Extracted entries: Begin

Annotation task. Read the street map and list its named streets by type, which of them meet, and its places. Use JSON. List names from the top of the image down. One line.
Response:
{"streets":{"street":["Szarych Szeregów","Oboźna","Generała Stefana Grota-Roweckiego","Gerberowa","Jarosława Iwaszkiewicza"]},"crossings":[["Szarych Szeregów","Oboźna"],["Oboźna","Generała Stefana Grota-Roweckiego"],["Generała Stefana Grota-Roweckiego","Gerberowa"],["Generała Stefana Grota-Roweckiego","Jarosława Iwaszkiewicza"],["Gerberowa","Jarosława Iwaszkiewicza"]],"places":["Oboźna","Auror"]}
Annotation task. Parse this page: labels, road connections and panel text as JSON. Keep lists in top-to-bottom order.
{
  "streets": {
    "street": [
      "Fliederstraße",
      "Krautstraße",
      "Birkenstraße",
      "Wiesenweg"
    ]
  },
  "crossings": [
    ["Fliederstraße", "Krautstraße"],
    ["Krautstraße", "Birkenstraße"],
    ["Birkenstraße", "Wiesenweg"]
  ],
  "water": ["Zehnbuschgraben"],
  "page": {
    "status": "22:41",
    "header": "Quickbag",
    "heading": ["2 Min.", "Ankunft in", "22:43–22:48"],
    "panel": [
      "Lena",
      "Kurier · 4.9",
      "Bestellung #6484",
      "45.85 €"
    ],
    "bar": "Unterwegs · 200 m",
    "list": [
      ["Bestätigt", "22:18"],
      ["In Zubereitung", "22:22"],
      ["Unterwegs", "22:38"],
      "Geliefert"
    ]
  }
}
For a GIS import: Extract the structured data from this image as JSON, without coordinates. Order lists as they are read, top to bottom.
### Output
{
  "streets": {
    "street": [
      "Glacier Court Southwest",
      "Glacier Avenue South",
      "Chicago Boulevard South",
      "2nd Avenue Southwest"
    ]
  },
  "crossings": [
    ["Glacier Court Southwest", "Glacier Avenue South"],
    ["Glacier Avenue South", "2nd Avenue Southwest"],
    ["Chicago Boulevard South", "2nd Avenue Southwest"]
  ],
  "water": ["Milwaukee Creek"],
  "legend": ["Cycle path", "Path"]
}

Extracted entries: End

→ **What you should do**:
Would you return all of the material exactly as written?

→ **Task answer**:
Annotation task. Read the street map and list its named streets by type, which of them meet, and its places. Use JSON. List names from the top of the image down. One line.
Response:
{"streets":{"street":["Szarych Szeregów","Oboźna","Generała Stefana Grota-Roweckiego","Gerberowa","Jarosława Iwaszkiewicza"]},"crossings":[["Szarych Szeregów","Oboźna"],["Oboźna","Generała Stefana Grota-Roweckiego"],["Generała Stefana Grota-Roweckiego","Gerberowa"],["Generała Stefana Grota-Roweckiego","Jarosława Iwaszkiewicza"],["Gerberowa","Jarosława Iwaszkiewicza"]],"places":["Oboźna","Auror"]}
Annotation task. Parse this page: labels, road connections and panel text as JSON. Keep lists in top-to-bottom order.
{
  "streets": {
    "street": [
      "Fliederstraße",
      "Krautstraße",
      "Birkenstraße",
      "Wiesenweg"
    ]
  },
  "crossings": [
    ["Fliederstraße", "Krautstraße"],
    ["Krautstraße", "Birkenstraße"],
    ["Birkenstraße", "Wiesenweg"]
  ],
  "water": ["Zehnbuschgraben"],
  "page": {
    "status": "22:41",
    "header": "Quickbag",
    "heading": ["2 Min.", "Ankunft in", "22:43–22:48"],
    "panel": [
      "Lena",
      "Kurier · 4.9",
      "Bestellung #6484",
      "45.85 €"
    ],
    "bar": "Unterwegs · 200 m",
    "list": [
      ["Bestätigt", "22:18"],
      ["In Zubereitung", "22:22"],
      ["Unterwegs", "22:38"],
      "Geliefert"
    ]
  }
}
For a GIS import: Extract the structured data from this image as JSON, without coordinates. Order lists as they are read, top to bottom.
### Output
{
  "streets": {
    "street": [
      "Glacier Court Southwest",
      "Glacier Avenue South",
      "Chicago Boulevard South",
      "2nd Avenue Southwest"
    ]
  },
  "crossings": [
    ["Glacier Court Southwest", "Glacier Avenue South"],
    ["Glacier Avenue South", "2nd Avenue Southwest"],
    ["Chicago Boulevard South", "2nd Avenue Southwest"]
  ],
  "water": ["Milwaukee Creek"],
  "legend": ["Cycle path", "Path"]
}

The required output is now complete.